---- STUDY MATERIAL

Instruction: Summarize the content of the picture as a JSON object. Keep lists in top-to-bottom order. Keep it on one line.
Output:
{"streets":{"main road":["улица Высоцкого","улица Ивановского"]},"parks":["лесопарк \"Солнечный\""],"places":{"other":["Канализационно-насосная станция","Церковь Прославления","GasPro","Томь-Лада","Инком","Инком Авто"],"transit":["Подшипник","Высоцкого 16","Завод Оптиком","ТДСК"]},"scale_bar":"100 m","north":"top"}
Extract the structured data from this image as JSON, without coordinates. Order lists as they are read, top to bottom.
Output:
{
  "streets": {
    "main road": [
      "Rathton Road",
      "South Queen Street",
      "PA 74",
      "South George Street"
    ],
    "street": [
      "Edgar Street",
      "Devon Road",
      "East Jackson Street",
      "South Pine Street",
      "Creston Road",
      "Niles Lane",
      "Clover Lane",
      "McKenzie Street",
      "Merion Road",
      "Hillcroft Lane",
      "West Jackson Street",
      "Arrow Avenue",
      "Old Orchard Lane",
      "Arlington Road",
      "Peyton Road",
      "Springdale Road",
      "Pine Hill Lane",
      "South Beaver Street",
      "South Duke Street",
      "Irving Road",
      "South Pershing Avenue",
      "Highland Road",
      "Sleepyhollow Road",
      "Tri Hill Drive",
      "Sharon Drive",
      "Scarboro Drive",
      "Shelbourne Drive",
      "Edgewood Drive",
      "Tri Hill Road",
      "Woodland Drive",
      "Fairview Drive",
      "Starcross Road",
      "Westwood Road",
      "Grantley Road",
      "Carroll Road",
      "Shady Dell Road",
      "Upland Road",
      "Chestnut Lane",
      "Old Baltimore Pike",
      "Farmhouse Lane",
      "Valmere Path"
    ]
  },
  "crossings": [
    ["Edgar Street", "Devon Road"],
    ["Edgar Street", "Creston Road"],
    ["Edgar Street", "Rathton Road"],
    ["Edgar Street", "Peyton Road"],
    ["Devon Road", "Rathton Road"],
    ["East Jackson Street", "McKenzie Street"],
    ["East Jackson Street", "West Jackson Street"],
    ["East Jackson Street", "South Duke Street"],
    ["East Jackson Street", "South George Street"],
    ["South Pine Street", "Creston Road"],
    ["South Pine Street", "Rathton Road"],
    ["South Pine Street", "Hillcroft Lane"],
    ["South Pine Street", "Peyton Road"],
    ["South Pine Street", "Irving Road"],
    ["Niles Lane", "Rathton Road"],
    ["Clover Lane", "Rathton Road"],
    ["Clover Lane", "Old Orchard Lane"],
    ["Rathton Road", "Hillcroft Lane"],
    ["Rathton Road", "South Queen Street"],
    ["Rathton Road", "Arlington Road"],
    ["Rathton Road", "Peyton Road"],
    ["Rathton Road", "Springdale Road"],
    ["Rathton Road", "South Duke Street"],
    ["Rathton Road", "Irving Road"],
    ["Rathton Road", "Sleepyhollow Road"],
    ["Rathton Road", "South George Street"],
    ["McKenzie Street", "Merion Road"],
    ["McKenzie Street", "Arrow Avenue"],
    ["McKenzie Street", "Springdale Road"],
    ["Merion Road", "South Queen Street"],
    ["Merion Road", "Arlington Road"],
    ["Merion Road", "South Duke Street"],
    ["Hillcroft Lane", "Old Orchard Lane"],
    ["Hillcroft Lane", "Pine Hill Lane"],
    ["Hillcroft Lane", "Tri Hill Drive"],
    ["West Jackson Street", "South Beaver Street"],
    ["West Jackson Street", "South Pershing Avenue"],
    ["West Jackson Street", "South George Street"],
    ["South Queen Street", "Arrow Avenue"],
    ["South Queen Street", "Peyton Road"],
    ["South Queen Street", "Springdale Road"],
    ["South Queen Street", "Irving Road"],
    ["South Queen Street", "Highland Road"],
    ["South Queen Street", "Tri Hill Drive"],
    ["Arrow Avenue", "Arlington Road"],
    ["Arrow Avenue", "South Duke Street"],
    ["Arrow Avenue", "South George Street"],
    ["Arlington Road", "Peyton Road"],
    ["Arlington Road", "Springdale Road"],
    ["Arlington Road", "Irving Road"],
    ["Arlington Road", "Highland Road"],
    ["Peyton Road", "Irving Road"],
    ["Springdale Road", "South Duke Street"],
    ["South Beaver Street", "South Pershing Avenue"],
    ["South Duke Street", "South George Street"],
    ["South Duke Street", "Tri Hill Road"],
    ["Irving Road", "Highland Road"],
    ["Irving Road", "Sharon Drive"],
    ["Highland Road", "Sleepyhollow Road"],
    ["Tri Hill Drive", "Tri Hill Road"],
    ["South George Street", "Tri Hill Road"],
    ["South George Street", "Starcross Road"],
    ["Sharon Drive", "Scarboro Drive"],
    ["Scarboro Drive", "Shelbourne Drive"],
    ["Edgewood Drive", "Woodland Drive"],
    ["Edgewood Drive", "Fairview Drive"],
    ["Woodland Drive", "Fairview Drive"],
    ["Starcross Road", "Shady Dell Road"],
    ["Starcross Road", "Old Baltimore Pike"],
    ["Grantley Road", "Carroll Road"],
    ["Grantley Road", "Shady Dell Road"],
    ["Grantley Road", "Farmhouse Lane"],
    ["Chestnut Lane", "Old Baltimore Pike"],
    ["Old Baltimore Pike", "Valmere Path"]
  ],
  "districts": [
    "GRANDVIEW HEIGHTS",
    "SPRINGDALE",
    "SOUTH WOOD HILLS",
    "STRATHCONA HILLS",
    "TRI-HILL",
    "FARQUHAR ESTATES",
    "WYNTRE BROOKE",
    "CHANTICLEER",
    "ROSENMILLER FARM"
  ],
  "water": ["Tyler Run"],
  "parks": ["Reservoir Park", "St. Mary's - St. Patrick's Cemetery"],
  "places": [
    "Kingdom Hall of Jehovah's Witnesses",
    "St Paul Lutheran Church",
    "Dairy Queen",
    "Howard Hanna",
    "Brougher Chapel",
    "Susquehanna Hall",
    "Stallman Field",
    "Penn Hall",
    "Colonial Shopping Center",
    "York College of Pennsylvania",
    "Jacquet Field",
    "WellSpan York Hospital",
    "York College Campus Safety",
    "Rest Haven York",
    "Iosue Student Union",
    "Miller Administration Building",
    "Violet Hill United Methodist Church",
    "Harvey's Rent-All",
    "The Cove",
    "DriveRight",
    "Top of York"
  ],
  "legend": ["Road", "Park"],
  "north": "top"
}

--------

● PROMPT
Please report the number of lines in the listing that include "George", and add nothing to it.

● ANSWER AREA
8